Collected data:
####################

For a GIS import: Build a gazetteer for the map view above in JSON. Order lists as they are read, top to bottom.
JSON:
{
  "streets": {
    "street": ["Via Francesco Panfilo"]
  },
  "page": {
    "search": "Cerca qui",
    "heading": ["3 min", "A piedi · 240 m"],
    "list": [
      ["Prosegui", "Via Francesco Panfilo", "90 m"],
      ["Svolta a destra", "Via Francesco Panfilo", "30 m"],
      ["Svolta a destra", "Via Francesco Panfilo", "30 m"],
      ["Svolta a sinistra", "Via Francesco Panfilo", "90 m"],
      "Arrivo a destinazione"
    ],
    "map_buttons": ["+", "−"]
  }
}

####################

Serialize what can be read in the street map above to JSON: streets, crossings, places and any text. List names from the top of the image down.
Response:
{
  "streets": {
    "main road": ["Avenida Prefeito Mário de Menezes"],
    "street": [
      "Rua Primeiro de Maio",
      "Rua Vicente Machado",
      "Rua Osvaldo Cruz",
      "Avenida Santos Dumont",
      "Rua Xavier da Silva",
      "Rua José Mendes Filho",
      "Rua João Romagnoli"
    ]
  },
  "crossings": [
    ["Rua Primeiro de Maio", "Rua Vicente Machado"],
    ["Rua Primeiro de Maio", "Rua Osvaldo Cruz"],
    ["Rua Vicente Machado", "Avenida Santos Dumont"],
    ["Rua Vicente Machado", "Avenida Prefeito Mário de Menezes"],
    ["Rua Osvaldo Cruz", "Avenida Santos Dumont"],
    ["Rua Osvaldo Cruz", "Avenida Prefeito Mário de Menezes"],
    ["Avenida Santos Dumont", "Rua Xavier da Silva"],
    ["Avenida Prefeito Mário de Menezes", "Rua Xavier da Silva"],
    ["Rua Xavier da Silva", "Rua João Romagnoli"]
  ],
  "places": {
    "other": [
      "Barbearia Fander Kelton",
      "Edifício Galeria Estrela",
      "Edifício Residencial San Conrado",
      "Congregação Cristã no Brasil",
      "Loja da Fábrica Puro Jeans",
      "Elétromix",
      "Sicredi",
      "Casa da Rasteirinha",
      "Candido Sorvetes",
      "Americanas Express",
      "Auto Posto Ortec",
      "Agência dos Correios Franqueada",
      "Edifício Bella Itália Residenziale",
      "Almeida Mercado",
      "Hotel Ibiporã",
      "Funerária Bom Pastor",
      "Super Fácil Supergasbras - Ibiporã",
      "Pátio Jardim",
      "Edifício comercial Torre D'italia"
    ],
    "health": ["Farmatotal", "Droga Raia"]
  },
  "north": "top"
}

####################

▶ _Exercise details_:
Sift through the entries and copy every line with "read".

▶ _Written reply_:
For a GIS import: Build a gazetteer for the map view above in JSON. Order lists as they are read, top to bottom.
Serialize what can be read in the street map above to JSON: streets, crossings, places and any text. List names from the top of the image down.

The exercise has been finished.